L’évêque du diocèse catholique de Butembo-Beni, Melchisédech Sikuli Paluku, a appelé dimanche 7 juin 2026 les autorités congolaises à concentrer leurs efforts sur le rétablissement de la paix et la protection des populations plutôt que sur un projet de révision de la Constitution.
C’était lors d’une interview accordée à la presse locale à l’approche du 66e anniversaire de l’indépendance de la République démocratique du Congo.
Dans sa déclaration, le prélat s’est inquiété de ce qu’il considère comme un décalage entre les priorités des institutions et les préoccupations de la population confrontée à l’insécurité dans l’Est du pays.
« Le Président de la République, le Gouvernement, les députés et sénateurs semblent tous préoccupés par la volonté de changement de la Constitution, oubliant que cela apparaît comme un cautionnement de la division du pays, que les Congolais redoutent », a déclaré Mgr Sikuli.
L’évêque a estimé que chaque citoyen, et particulièrement les responsables politiques, devrait orienter ses actions vers la recherche du bien-être collectif et de la cohésion nationale.
« Pour notre pays, ce bonheur s’appelle : paix, justice, souveraineté, intégrité territoriale.
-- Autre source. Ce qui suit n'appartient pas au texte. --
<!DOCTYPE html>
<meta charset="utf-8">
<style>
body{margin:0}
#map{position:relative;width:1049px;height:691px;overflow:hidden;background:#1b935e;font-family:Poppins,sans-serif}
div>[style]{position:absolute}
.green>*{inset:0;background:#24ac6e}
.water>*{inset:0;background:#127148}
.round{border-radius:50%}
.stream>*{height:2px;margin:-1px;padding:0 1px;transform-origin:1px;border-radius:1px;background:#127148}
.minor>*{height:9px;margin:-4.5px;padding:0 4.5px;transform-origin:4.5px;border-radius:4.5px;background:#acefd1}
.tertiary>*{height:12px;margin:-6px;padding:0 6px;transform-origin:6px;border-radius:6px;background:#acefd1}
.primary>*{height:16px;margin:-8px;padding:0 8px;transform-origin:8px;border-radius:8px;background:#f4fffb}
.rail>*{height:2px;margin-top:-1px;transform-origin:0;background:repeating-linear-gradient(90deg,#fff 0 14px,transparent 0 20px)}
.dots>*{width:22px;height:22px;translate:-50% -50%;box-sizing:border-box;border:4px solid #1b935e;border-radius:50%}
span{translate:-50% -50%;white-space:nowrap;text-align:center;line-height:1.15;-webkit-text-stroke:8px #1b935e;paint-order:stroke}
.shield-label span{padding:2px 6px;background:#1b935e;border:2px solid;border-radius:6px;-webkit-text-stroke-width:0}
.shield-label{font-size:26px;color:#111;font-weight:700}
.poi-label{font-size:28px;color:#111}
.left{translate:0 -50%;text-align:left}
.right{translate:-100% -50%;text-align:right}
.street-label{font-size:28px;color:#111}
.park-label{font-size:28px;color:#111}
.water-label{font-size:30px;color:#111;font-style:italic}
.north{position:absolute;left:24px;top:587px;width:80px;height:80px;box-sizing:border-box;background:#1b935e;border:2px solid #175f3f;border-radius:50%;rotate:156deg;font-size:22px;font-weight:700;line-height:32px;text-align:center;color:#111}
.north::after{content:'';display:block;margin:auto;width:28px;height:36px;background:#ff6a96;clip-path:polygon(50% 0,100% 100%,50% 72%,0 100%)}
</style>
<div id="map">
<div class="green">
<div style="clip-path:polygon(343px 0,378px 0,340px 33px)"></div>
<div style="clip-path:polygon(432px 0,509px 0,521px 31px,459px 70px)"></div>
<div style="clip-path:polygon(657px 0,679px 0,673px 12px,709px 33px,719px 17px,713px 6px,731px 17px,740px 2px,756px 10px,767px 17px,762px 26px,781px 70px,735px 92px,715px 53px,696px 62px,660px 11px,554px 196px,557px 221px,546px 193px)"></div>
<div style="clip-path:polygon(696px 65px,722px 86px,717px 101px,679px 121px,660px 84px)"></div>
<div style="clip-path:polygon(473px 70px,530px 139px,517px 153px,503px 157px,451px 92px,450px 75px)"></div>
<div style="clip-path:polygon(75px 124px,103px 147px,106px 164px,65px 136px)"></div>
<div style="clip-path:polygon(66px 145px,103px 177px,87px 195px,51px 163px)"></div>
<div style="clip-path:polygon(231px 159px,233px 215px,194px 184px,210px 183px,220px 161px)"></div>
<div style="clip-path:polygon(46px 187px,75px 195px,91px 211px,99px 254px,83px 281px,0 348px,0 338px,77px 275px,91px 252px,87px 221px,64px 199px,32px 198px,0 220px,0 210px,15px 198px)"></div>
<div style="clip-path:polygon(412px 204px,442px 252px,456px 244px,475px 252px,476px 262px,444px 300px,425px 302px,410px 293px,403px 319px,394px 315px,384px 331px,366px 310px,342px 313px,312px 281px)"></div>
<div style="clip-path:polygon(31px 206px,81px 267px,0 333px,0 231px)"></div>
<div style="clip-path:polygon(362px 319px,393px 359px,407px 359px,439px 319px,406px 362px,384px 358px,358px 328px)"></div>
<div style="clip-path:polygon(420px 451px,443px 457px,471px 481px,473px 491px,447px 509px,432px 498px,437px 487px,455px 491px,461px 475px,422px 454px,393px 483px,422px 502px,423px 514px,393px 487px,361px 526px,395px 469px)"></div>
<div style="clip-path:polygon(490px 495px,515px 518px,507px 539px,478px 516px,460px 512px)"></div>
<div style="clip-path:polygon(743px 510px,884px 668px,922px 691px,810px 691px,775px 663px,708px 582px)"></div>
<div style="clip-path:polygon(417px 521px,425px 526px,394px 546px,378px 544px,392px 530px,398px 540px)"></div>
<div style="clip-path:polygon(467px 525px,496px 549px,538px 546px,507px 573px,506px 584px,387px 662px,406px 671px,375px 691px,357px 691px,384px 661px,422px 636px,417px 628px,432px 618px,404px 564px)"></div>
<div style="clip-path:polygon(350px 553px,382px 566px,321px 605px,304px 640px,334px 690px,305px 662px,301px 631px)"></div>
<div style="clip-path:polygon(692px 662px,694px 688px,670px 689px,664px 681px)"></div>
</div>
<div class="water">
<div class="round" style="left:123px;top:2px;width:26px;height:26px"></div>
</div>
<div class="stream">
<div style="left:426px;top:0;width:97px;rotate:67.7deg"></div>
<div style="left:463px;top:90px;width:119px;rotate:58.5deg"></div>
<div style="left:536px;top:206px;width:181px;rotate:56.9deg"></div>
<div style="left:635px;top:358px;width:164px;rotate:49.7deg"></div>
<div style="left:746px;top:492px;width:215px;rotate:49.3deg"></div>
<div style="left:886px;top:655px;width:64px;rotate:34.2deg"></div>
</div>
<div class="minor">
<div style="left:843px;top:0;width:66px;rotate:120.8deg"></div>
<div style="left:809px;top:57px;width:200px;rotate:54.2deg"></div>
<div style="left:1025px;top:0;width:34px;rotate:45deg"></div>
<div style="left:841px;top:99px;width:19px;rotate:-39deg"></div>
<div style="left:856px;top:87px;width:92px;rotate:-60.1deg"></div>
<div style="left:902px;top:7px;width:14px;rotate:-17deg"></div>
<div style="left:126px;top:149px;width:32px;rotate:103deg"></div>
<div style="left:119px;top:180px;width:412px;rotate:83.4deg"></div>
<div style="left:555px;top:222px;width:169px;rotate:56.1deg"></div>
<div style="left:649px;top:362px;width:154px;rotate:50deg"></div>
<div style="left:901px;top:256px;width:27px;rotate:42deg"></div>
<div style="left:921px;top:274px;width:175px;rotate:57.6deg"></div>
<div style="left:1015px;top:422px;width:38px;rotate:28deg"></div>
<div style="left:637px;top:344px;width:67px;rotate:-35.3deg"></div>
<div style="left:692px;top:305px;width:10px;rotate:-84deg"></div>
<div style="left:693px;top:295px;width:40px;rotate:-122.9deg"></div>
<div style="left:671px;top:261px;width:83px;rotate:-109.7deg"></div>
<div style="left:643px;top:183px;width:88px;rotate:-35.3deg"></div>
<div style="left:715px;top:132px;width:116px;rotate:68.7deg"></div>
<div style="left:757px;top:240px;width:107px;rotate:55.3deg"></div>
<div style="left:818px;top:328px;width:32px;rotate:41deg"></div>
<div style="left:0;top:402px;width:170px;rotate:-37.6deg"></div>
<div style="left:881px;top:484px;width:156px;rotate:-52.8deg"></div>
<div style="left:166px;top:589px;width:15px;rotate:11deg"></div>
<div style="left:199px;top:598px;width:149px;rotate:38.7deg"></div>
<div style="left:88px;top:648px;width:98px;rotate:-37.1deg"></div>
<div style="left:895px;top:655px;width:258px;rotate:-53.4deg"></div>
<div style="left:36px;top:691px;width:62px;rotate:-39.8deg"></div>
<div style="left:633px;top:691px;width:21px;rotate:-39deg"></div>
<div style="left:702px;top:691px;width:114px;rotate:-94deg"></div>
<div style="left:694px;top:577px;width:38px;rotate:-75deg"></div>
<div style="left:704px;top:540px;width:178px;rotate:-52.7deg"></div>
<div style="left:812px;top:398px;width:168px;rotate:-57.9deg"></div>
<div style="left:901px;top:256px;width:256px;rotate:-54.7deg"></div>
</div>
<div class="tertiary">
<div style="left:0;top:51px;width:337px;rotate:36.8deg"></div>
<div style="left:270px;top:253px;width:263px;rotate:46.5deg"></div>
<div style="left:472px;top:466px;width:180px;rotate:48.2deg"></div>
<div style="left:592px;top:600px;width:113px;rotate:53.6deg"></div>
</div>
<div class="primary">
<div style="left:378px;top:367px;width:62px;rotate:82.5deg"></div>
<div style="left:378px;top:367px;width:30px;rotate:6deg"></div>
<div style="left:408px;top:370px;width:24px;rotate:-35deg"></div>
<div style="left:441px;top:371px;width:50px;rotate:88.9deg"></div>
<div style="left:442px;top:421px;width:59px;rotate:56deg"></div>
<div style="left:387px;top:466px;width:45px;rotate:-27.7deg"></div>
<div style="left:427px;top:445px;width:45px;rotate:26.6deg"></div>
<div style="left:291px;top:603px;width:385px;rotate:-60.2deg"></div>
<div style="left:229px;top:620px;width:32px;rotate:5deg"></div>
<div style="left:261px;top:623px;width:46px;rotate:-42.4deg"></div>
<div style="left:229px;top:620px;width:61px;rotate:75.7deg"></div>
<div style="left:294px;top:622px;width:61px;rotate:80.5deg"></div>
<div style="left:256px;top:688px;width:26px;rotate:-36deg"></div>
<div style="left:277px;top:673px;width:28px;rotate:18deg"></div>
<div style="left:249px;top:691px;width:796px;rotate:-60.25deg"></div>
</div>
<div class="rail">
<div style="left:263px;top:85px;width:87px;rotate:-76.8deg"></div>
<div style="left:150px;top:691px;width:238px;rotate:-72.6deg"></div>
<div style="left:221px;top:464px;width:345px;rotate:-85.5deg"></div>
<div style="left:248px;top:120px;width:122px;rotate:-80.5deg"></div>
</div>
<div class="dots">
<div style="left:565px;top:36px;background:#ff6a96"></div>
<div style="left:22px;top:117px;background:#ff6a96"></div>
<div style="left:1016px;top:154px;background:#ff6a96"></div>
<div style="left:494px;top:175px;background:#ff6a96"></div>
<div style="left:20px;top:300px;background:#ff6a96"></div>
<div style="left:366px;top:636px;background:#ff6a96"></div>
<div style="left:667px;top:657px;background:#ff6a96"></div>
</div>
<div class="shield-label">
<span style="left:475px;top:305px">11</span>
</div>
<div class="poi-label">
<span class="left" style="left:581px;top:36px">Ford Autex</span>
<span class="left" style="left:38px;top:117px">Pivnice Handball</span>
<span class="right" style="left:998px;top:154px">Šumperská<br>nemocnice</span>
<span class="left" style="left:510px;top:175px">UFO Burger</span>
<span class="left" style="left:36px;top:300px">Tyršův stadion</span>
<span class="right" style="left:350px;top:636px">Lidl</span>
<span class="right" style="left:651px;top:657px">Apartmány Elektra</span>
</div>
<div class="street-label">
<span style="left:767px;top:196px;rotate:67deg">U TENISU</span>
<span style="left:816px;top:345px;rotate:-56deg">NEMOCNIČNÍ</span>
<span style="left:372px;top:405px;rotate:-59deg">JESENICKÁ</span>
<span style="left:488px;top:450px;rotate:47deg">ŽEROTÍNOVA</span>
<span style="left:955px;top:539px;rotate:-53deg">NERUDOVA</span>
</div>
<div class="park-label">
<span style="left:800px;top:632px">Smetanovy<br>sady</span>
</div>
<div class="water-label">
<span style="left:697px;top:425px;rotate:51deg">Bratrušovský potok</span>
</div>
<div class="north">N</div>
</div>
À l’opposé, notre malheur se nomme : massacres, injustice, corruption, tribalisme », a-t-il affirmé.
S’adressant directement au chef de l’État, le responsable catholique a plaidé pour que la question sécuritaire soit placée au centre de l’action publique.
« Face aux risques que le pays court, nous demandons au Président de la République et chef de l’État de se préoccuper avant tout de la restauration de la paix sur l’ensemble du territoire national et de ne pas oublier que la finalité du pouvoir, c’est d’abord le service du peuple », a-t-il déclaré.
Mgr Sikuli a également dénoncé la poursuite du débat sur une éventuelle réforme constitutionnelle alors que plusieurs régions de l’Est du pays demeurent affectées par les conflits armés.
« Au moment où les populations du Nord-Kivu et de l’Ituri sont massacrées de manière récurrente par les ADF-Nalu, la préoccupation de nos gouvernants semble être ailleurs », a-t-il affirmé.
Selon lui, les autorités devraient privilégier la recherche de solutions aux problèmes sécuritaires et sociaux auxquels font face les populations.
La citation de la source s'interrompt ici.